If it is due to a traumatic incident it is best to call for medical assistance as you need to ascertain if anything is broken.
This following advice is meant as a guide and you should seek advice for your particular problem.
Assuming it is due to an unguarded movement (by that we mean the muscles didn’t support your joint) the best thing to do is get a flexible ice pack over the painful joint. This must be wrapped in a thin cloth to protect the skin from a burn. The length of time depends on the depth of the joint.
As a general rule do 10 mins for neck, upper back and limbs and 20 mins for lower back. Try to apply 3-4x a day, mainly from mid morning onwards. You will probably feel best having a hot shower in the morning to loosen the overnight stiffness.
The next important thing to do is stay mobile on a regular basis if possible. This may be difficult to do initially. However as you move you will inhibit pain, so start gently and gain flexibility slowly. Do not test your movement in the direction of pain, as it will only aggravate your condition.

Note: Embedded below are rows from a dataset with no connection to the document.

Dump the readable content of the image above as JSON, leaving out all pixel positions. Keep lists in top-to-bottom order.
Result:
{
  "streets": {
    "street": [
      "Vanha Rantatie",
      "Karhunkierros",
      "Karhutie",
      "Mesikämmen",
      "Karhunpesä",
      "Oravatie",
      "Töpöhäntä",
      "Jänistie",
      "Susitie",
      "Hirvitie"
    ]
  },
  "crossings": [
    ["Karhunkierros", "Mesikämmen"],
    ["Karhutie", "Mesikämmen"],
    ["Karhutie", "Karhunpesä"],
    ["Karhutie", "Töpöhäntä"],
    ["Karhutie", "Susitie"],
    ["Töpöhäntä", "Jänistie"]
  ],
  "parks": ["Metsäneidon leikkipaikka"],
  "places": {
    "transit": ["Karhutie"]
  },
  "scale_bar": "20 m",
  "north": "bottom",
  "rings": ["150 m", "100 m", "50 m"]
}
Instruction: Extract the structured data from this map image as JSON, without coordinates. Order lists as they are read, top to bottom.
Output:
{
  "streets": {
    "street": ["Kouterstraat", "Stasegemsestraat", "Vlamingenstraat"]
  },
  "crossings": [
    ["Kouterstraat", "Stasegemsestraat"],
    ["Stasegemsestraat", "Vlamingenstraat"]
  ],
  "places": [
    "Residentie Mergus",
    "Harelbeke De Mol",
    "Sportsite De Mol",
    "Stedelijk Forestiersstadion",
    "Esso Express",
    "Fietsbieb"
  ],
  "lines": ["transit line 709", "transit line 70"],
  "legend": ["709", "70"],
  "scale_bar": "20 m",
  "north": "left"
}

You would as a general rule benefit by going into the pain free direction. Please note with sciatica due to a disc prolapse you go into the direction that reduces leg pain even it the back aches a little. Please see the section on sciatica for further information.
Take a look in a full length mirror at yourself and see if the following applies to you.
A commonly seen aberrant posture in clinic is one where your foot is turned out, the arm on the same side is held slightly flexed at the elbow and is rotated inwards so that you can see more of the back of the hand than the other side when looking face on. The same shoulder will also be held forwards. Typically this is due to weakness of the anti-gravity muscles down one side of the body and is a milder presentation than Pyramidal Weakness found in some typical stroke patients.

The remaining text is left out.